Human and animal bites: managing and preventing infection

STEPHEN MUHI, JUSTIN DENHOLM
OPEN ACCESS

Follow up

If patients are managed in the community, they should be educated regarding the symptoms of infection, should they develop (or worsen despite antibiotic ­treatment). Patients should be clinically reviewed between 24 and 48 hours after presentation, not only to assess the wound, but to monitor tolerance and compliance with antibiotic therapy, if initiated.

If empirical antibiotics were commenced, the results of Gram stain, aerobic and anaerobic cultures should be used to modify therapy based on organism and susceptibility testing.9 If intravenous therapy was initiated, switching to oral therapy is reasonable once the patient is stable. If the pathogen remains unknown, oral antibiotic therapy should be continued as for mild infection (Table 1), remembering that polymicrobial infections are predicted and should be covered broadly.

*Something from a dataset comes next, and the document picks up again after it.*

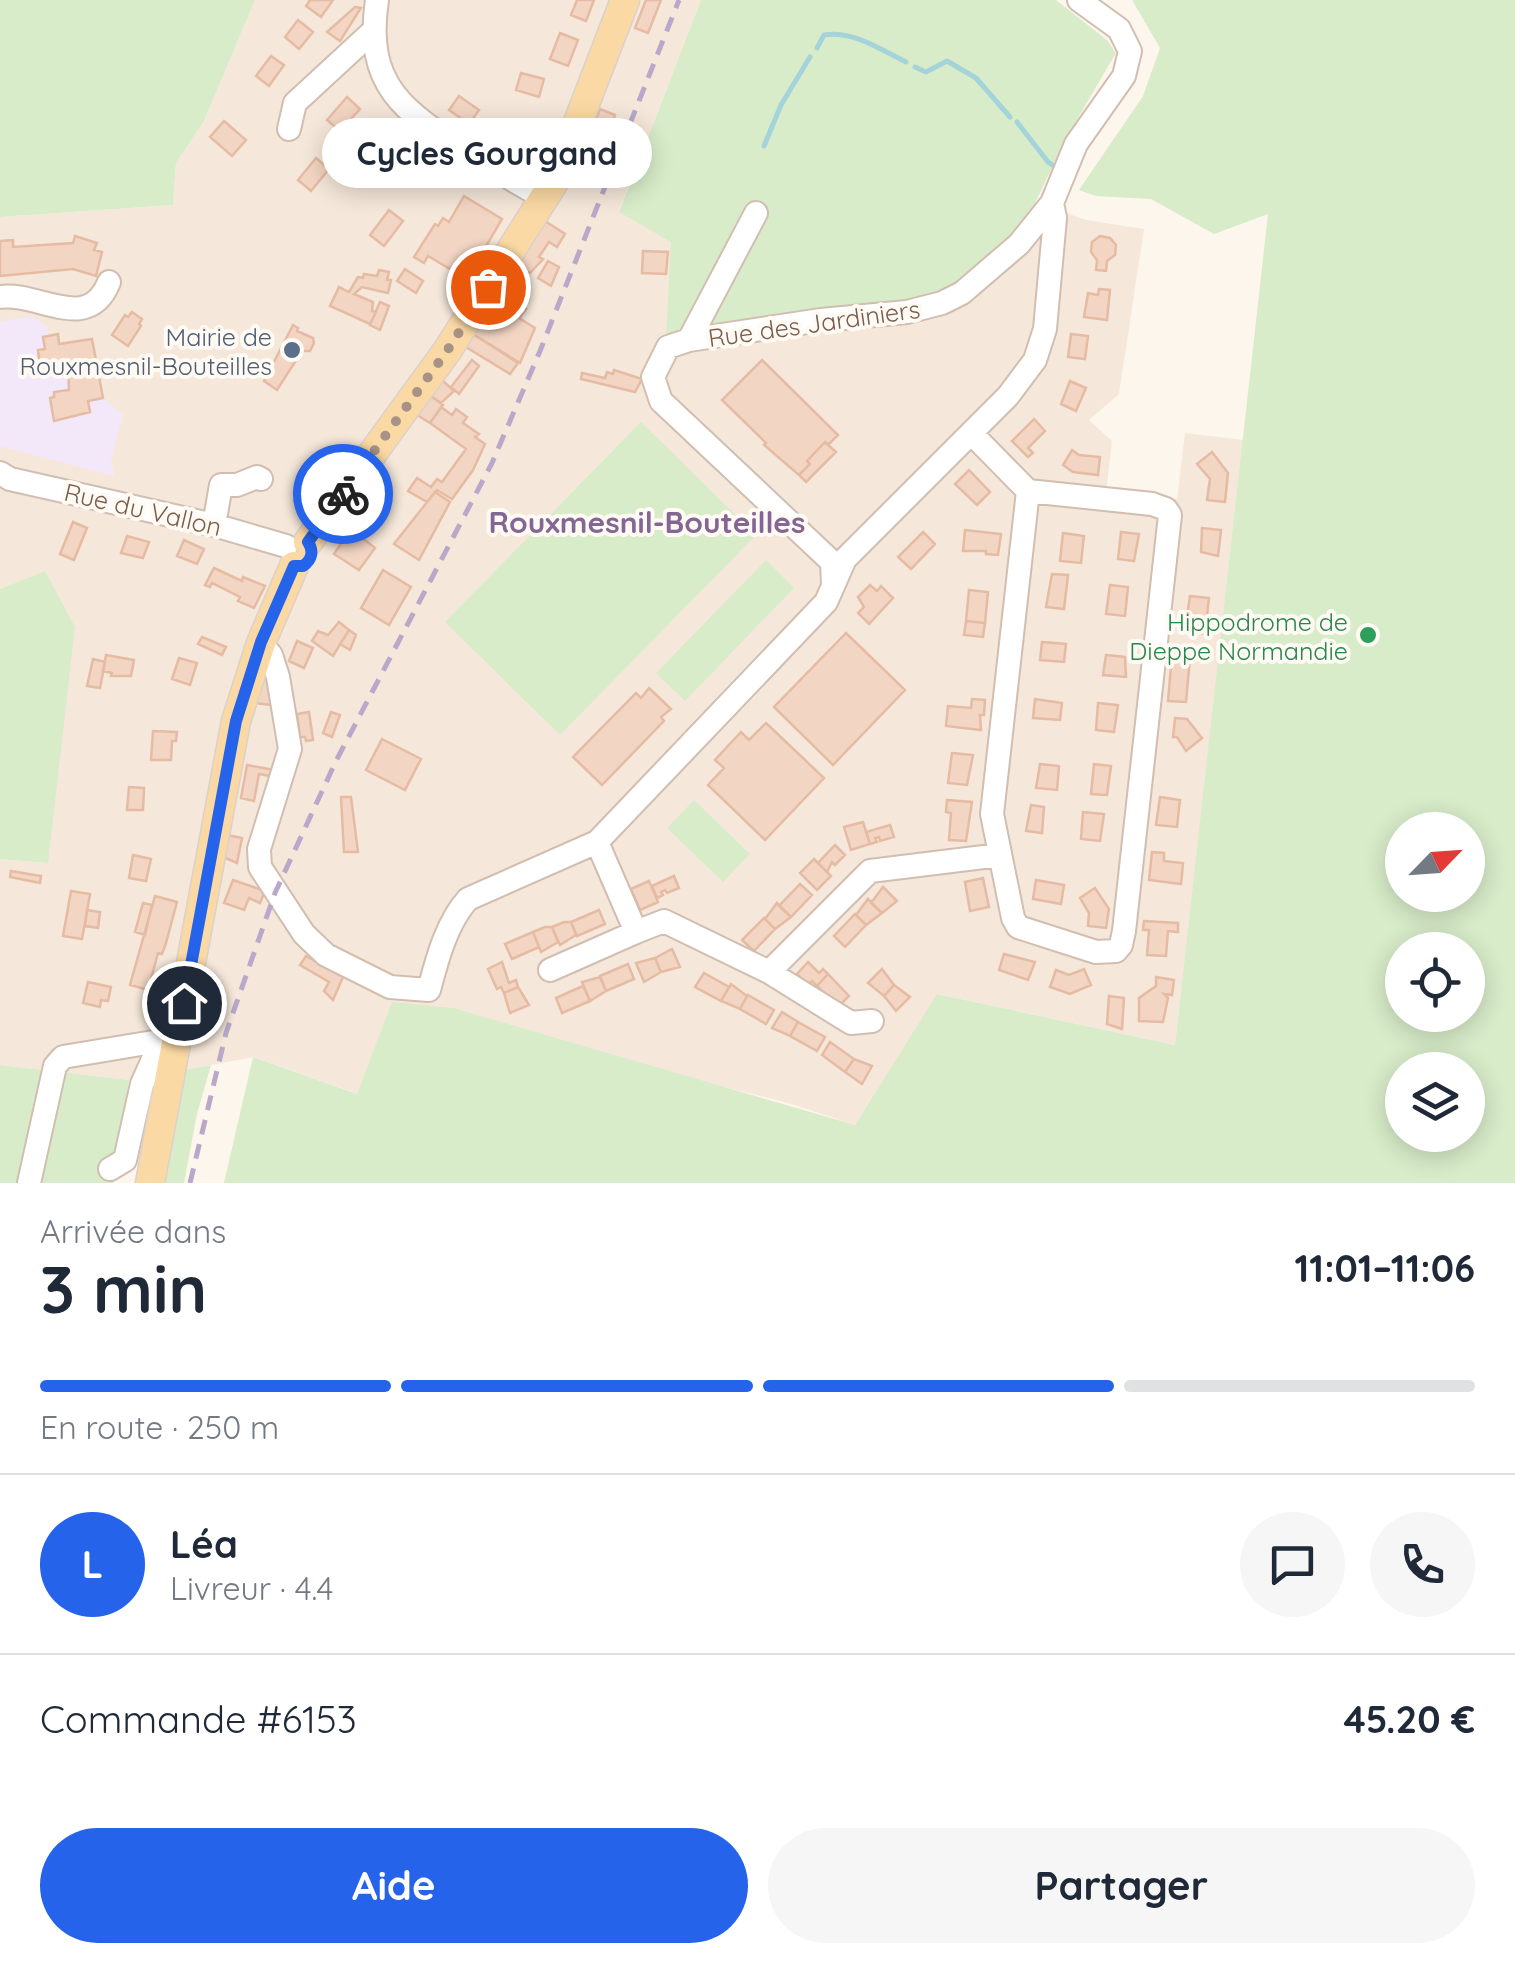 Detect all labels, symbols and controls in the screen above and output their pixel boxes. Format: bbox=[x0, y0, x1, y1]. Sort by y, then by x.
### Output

Immunocompromised patients, who are at increased risk of transmission and more severe illness after a bite, are particularly vulnerable. An Australian study recently found that more than half of immunocompromised patients surveyed owned a pet, most exhibited risky behaviour and 30% had been scratched or bitten by their pet.3 Immunocompromised patients with bite injury should be referred to hospital for assessment, and education remains the key to bite prevention in this group.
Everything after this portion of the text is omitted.